[EXTENT OF ONE MAN’S INFLUENCE.]
EVERY preacher that becomes secularized, and ceases to employ his energies in behalf of the poor, of mercy, of righteousness, of God, is an immense loss to the world. There is no calculating or estimating the difference in the condition of the world, in the day of judgment, all growing out of the indolence or indifference of one man, though he might see that he was effecting but little in his operations. Let any man of reflection select a preacher of but humble abilities, who was operating zealously in the great cause of truth only twenty years ago, and trace the effects which a finite being can clearly see have grown out of his labors, and he will be astonished to see how different the present state of society would have been, had he relaxed his energies. But, let his influence extend twenty years more, and where will be its boundaries? Let it extend one hundred years and who could compute it? But all this may be but a drop to the ocean of the vast train of influences that would all have been lost by one man failing to act his part. With this before us, is it strange that God should hold him highly accountable?
But this is not the worst case. Let a man of talent, influence and energy, fall from his station, and become an apostate and enemy, let the cause be made to bleed and suffer from his want of reputation, while he hurls back his javelins with all the malice and fury of the Prince of the bottomless pit; and then, compute the change made in the condition of the church and the world? No one, short of the Infinite Being Himself, can compute the vast number that will be seriously injured, in one century, by such a miserable being. Who, then, can tell the difference his conduct can make in the condition of the world, at the adjudication of all things? Let preachers, then, remember that they are laborers together, and that no one can be lost without an injury to all.
[PULPITS.]
WE have, in our own mind, long since repudiated pulpits entirely, as a useless, and worse than useless appendage. No work done, that we know of, with the idea of usefulness, more completely misses its aim than that of erecting pulpits in which for men to stand to preach the gospel of Christ. We have, for a long time, utterly refused to go into many of the castles we find around the country. In many houses the preacher is hoisted high in a pulpit, from twenty to thirty feet from the nearest person to him, and many of his hearers fifty and sixty feet off. This is all as irrational as it can he. If there had been a special study how to defeat the preacher, no better method than this could have been invented.

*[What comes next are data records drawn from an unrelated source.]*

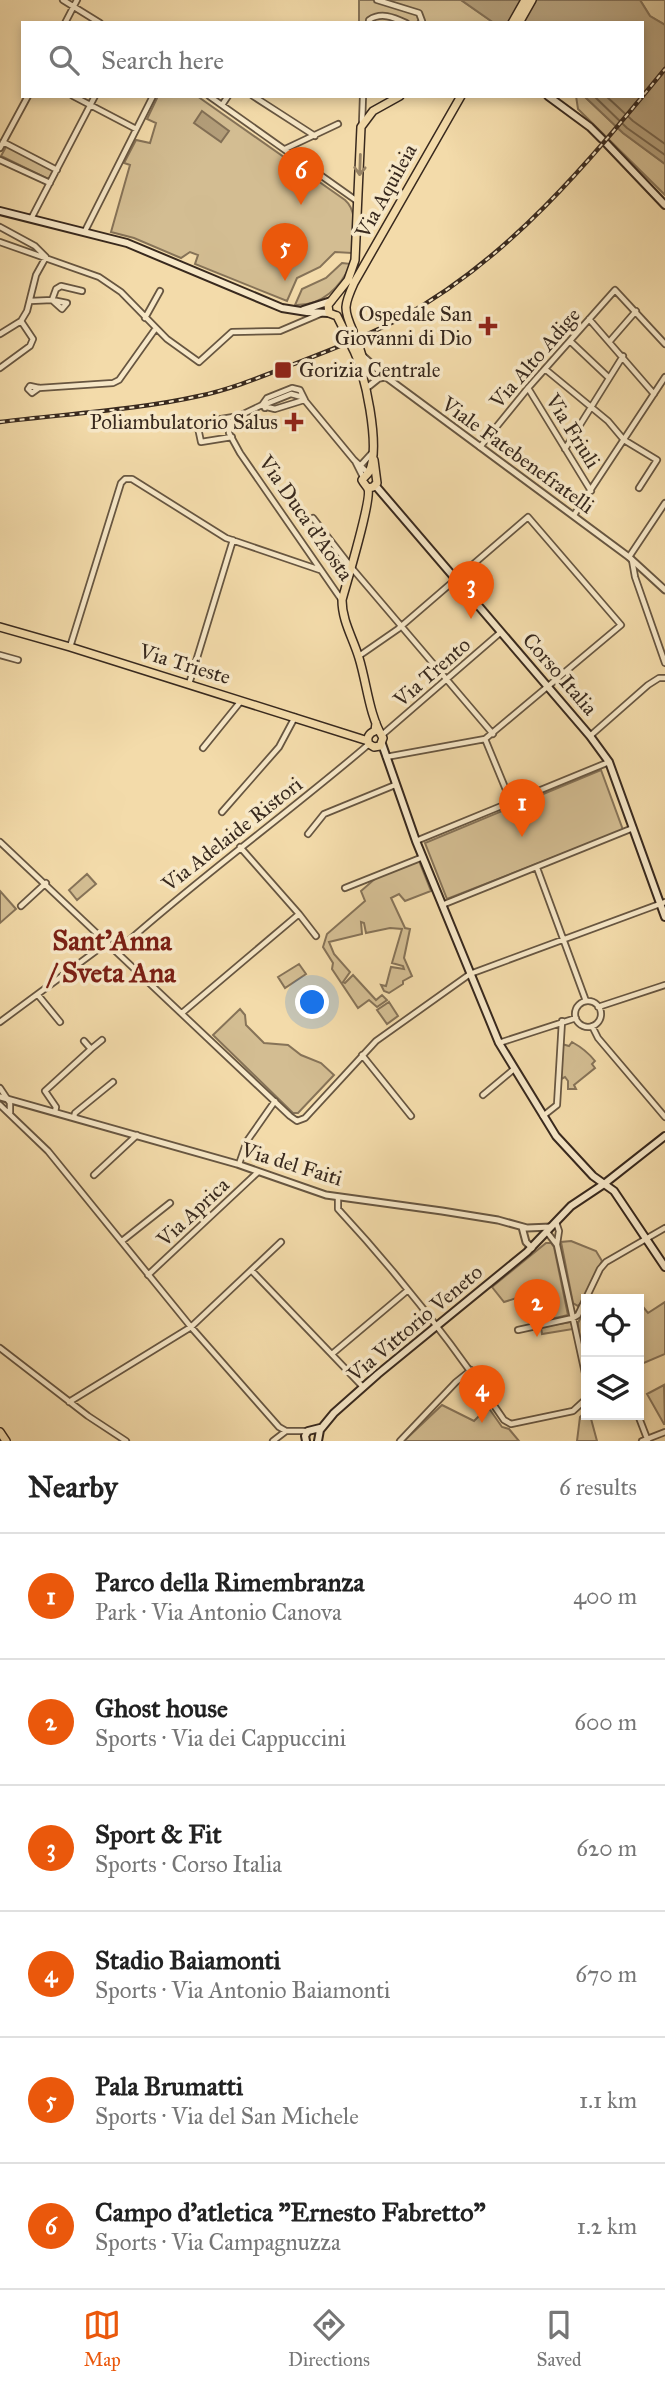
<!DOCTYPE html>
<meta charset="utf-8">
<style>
body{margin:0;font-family:"IM FELL Great Primer",serif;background:#f6f6f6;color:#222}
.controls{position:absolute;right:21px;bottom:21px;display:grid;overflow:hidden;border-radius:0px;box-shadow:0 4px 10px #0003}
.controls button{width:63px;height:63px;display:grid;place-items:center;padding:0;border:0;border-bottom:2px solid #e0e0e0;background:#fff;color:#222;font:35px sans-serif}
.you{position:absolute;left:313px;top:1003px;width:24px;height:24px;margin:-18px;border:5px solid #fff;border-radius:50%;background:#1a73e8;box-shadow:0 0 0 10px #1a73e833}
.badge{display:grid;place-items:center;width:46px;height:46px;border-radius:50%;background:#ea580c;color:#fff;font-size:23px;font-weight:700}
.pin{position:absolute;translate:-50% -58px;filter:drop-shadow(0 2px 4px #0008)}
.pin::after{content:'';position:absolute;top:37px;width:24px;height:21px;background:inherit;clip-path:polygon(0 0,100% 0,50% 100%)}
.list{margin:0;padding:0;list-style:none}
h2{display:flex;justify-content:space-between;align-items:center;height:91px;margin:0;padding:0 28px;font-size:30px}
h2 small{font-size:23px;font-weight:400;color:#767676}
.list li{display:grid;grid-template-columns:46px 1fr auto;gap:21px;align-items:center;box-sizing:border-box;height:126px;padding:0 28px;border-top:2px solid #e0e0e0}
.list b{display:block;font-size:26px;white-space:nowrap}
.list p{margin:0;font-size:23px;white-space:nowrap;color:#767676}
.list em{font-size:23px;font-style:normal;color:#767676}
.icon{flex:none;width:38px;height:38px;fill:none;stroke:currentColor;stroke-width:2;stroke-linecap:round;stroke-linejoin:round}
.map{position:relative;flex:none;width:665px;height:1441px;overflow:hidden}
.search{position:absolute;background:#fff;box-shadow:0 4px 10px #0003;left:21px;right:21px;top:21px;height:77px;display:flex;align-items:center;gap:18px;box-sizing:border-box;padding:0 24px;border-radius:0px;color:#767676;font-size:26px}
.sheet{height:847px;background:#fff}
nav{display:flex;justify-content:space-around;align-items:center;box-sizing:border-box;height:98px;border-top:2px solid #e0e0e0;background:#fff;font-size:19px;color:#767676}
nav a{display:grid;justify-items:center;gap:4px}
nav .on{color:#ea580c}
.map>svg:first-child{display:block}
</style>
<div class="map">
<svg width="665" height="1441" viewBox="0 0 665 1441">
<rect width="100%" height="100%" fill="#f3dbaa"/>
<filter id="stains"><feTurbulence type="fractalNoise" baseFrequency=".00286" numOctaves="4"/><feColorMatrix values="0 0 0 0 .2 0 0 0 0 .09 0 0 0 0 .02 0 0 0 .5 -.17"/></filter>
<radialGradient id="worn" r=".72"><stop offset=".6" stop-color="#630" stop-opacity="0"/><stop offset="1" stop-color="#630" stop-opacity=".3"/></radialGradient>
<path fill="#d3bd92" stroke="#867358" stroke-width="2" d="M359 0H461L494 23H359Z
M640 0H665V25L650 16Z
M158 96H197L345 200C359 212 353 235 352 253L335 252 320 267 297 278 287 301 195 264 198 255 190 252 181 258 134 238 111 232 130 165 124 163 136 140 150 143 156 123 147 119Z
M576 96H584L623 133 665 164V195L578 109Z
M7 145 54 171 50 180 1 156Z
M342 263 351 264C341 287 322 306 295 305L302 289 326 278Z
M601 770 623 830 447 899 425 843Z
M419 861 431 891 405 901 399 894 391 898 405 928 410 929 404 958 412 976 403 981V984L389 993 384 991 381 985 386 986 391 967 404 969 403 966 392 963 402 929 390 928 366 933 364 923 361 922 362 934 329 942 334 954 350 972 343 982 345 983 353 975 376 1000 382 995 387 1000 377 1007 369 1000 358 1008 332 969 333 963 323 947 327 934 365 901 361 891 377 877Z
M87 874 96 884 77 900 69 890Z
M0 891 16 909 0 923Z
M299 964 306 974 285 988 278 977Z
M389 1002 398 1016 387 1024 377 1010Z
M240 1009 245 1015 246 1025 264 1043 288 1045 301 1055 321 1063 334 1075 298 1113H293L213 1035Z
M572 1042C581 1047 588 1052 595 1061L592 1064 595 1068 574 1085 576 1089H568V1081L565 1077 561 1079 562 1044 569 1046Z
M571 1241 596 1251 602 1261 582 1302 578 1306 573 1303 561 1242Z
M546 1243H551L554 1247 568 1315 539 1322 534 1296 524 1298 523 1296 504 1302 492 1287Z
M639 1302 648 1313 665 1302V1354L639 1365Z
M586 1307V1341L580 1342 578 1323Z
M571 1322 573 1329 542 1334 541 1327Z
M664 1385 665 1424H664L647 1394Z
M442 1405 474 1421 488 1407 502 1427 509 1429 519 1441H404Z
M586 1411V1415H590L597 1441H577L580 1417Z"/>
<path fill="#b39e7a" stroke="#826f55" stroke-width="2" d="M461 0H640L650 16 665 25V164L623 133 584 96H642V23H494Z
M202 111 229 131 221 142 194 123Z"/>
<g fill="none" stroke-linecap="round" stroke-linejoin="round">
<path stroke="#76644c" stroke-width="2" d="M594 96 627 128 665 155
M606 96 633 121 665 144"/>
<g stroke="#675641" stroke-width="8">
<path id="minor" d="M63 0 100 23
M377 0 419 13 422 21 420 23
M65 23 77 0
M369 23V20C381 12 393 17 406 23
M73 96 136 129
M209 96 357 201
M253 96 315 136
M222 105 228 96
M362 123 363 96
M3 142 57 170
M0 148 28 96
M285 149 338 124
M0 160 50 183
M32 217 95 96
M0 227 35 246 46 257 36 275 27 311 21 321 0 334
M85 231 153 96
M0 242 99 277 121 292 167 339 199 362 232 332 280 331 320 314
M52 300 67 303 62 309Z
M30 301 52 300 56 289 61 286 82 291
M145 318 160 291
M589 319 654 394
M570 341 608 377
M610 341 636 311
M0 368 30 346 33 339 21 321
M545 369 608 421 624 440 657 460 639 488
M39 388 32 393 28 389 30 386 39 388 113 383 119 380 156 328
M528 388 591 491
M263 406 275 409 304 400
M265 408 266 404 291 394 302 397 354 460 368 473
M230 418 229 433 240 453 341 599
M232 437 201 442 197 423 239 416 262 405 267 398 292 388 300 390 305 400
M480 447 528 388 615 290 665 344
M565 449 623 356
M355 461 363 477
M361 465 371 454
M574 515 665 377
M313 518 351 567 493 734
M629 557 665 503
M632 560 635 577 665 663
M70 647 121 483 125 479H132L226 538 320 570
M0 655 18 660
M359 656 398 629 528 517 621 625 485 739 386 757
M189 684 233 540
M382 735 501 632
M590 736 648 685 659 678H665
M485 739 511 802
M203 748 241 701
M222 812 279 747 295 717
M308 834 324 814 395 785
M416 841 609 762
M0 842 290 1116 297 1121 305 1118 376 1041 470 974 665 902
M240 847 299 914 316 936
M537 868 586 1001
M345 888 423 857
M442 905 633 828
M21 906 46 883
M117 951C198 878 286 815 369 744
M38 995 60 1022
M575 1014a13 13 0 1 1 26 0a13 13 0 1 1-26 0Z
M598 1007 665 985
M182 1013 299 914
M0 1022 108 942
M592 1026 598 1038 665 1117
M499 1043 576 1018
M91 1049 102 1040
M362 1055 411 1116
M0 1088 10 1103V1113
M483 1095 514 1069
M0 1105 48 1151 191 1327 279 1427 286 1431H307
M55 1112 56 1107 45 1091 91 1049 84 1041
M543 1116 557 1105 562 1021
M74 1117 75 1113 113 1082
M239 1164 247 1141 275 1101
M94 1175 137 1135
M338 1197V1209C399 1275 454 1345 504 1420L511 1424 573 1411 586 1399
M556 1222 559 1231 557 1244
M547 1232 557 1245 586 1378
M122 1241 170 1203
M252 1271 363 1387
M148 1275 258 1172
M518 1330 573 1318 578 1315 600 1269 606 1262 665 1228
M0 1348 88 1416 126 1441
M332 1354 408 1290
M69 1402 191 1327 281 1242
M638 1415 648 1441
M273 1441 286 1431
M400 1441 456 1382 471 1370
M642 1441 665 1432"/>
</g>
<g stroke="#675641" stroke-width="9">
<path id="tertiary" d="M364 357 386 377 629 557 665 590
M369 386 379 378 386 377
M0 1097 237 1164 326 1195 442 1211 498 1220 527 1228 551 1227
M522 1227 526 1242 532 1248"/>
</g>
<g stroke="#38291e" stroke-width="10">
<path id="secondary" d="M548 96 590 127 602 139
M606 143 665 205
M0 211 127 243 282 308 307 312 329 313
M303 310 331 301
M375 485 590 736 609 762 665 917
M382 744 416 841 499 1043 556 1136 593 1176 614 1191 665 1267
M306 1441 305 1436 308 1431 320 1428
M318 1441 320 1430 334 1413 378 1374 527 1252 571 1206 604 1184 665 1136"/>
</g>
<g stroke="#38291e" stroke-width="10">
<path id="primary" d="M512 23 525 0
M519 23 532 0
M337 316 329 313 328 305 348 280 355 260 361 127 373 111 400 96
M337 316 346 334
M353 331C343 309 344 305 354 283L461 96
M358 343 367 372
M352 347C365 370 381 448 369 472 367 475 364 477 362 480 364 484 367 486 368 489 372 499 346 585 342 600 342 621 353 638 359 658 367 684 369 715 383 738L380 746 374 747 369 744C366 738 369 733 375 731L376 723
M368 488 373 487 377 483 374 460
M0 627 70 647 368 741
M0 1432 6 1441"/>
</g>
<use href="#minor" stroke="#f7e8c8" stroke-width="4.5"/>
<use href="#tertiary" stroke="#f7e8c8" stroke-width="5"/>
<use href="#secondary" stroke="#f7e8c8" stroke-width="6"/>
<use href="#primary" stroke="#f3dbaa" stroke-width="7"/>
<g stroke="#38291e" stroke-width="4.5">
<path id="rail" d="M0 422C64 414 137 410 199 396 232 389 263 376 294 364 331 350 367 336 401 318 509 259 588 163 665 69"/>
</g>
<use href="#rail" stroke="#f7e8c8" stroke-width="2" stroke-dasharray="5" stroke-linecap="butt"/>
</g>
<defs><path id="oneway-shaft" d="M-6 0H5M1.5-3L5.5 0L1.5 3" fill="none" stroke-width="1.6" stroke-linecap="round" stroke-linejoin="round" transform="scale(1.75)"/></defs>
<use stroke="#968264" href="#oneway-shaft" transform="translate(360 165) rotate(92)"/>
<g fill="#8f2418" stroke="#f7e8c8" stroke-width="2.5">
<path d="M484.5 315.5h7v7h7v7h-7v7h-7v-7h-7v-7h7z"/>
<rect x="274" y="361" width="18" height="18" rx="3.5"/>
<path d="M290.5 411.5h7v7h7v7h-7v7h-7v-7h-7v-7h7z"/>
</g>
<g text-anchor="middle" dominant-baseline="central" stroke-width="7" stroke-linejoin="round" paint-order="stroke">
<g font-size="21" fill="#38291e" stroke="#f7e8c8">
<text transform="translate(386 191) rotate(-61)">Via Aquileia</text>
<text transform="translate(535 358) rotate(-49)">Via Alto Adige</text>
<text transform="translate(573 431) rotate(58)">Via Friuli</text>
<text transform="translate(518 455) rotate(36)">Viale Fatebenefratelli</text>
<text transform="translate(306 518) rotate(55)">Via Duca d'Aosta</text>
<text transform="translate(185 664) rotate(17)">Via Trieste</text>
<text transform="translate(432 672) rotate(-41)">Via Trento</text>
<text transform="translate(560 674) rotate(49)">Corso Italia</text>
<text transform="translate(232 834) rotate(-38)">Via Adelaide Ristori</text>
<text transform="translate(292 1164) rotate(17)">Via del Faiti</text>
<text transform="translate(193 1212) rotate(-43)">Via Aprica</text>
<text transform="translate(415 1323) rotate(-40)">Via Vittorio Veneto</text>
</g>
<g font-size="21" fill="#38291e" stroke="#f7e8c8" text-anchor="end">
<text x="472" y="314">Ospedale San<tspan x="472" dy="24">Giovanni di Dio</tspan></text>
<text x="299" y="370" text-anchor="start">Gorizia Centrale</text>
<text x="278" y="422">Poliambulatorio Salus</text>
</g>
<g font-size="28" font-weight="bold" fill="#7a1f14" stroke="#f7e8c8">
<text x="112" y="940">Sant'Anna<tspan x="112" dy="32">/ Sveta Ana</tspan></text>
</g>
</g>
<rect width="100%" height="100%" filter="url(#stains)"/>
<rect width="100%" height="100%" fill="url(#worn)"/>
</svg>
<div class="controls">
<button><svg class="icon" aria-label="locate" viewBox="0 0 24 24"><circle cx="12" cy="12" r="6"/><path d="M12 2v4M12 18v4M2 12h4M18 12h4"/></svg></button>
<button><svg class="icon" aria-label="layers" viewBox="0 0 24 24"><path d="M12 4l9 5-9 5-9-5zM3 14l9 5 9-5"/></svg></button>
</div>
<div class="you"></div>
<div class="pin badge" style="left:522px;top:837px">1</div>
<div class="pin badge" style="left:537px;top:1337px">2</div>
<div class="pin badge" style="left:471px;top:619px">3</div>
<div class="pin badge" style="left:482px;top:1423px">4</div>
<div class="pin badge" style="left:285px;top:281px">5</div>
<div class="pin badge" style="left:301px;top:205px">6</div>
<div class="search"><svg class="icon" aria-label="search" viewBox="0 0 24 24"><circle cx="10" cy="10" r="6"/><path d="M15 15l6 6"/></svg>Search here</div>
</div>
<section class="sheet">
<h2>Nearby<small>6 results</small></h2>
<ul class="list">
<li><span class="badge">1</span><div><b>Parco della Rimembranza</b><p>Park · Via Antonio Canova</p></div><em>400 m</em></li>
<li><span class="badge">2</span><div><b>Ghost house</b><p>Sports · Via dei Cappuccini</p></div><em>600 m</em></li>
<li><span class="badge">3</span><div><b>Sport &amp; Fit</b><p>Sports · Corso Italia</p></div><em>620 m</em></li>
<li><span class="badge">4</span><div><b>Stadio Baiamonti</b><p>Sports · Via Antonio Baiamonti</p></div><em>670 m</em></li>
<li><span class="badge">5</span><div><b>Pala Brumatti</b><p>Sports · Via del San Michele</p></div><em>1.1 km</em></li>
<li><span class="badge">6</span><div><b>Campo d'atletica &quot;Ernesto Fabretto&quot;</b><p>Sports · Via Campagnuzza</p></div><em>1.2 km</em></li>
</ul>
</section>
<nav>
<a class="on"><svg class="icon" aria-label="map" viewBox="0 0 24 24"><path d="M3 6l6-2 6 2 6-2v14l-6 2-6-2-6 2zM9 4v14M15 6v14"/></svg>Map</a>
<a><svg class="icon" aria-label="directions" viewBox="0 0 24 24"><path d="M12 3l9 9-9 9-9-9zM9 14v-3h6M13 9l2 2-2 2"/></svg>Directions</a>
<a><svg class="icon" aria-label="saved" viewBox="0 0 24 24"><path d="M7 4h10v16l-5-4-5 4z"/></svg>Saved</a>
</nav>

In a large house, there should be a platform some fifteen feet square and sixteen inches high, with a small table, the height of a common table, for a Bible and hymn book, which the preacher could set in front of him, if he desire it, or if not, set back against the wall. There should also be a few chairs on or about the platform for speakers, where there are several, or for persons hard of hearing. The speaker can then advance forward near enough to the people to address them effectively, and they can see him from head to foot. The floor of the house should rise some twelve inches in twenty feet. If the house is crowded, persons can then be seated all round the speaker, leaving him simply room to stand. There should be two brilliant lights back of him, near the wall, elevated a little above his head, and some ten feet apart, so as to shine down each side of him into the book before him. If the speaker desire to stand back near the wall, he can then do so; or if he prefers, as we certainly do, to stand on the front of the platform, he can have the privilege, and have room to walk about a little, which is both a relief to the speaker and audience.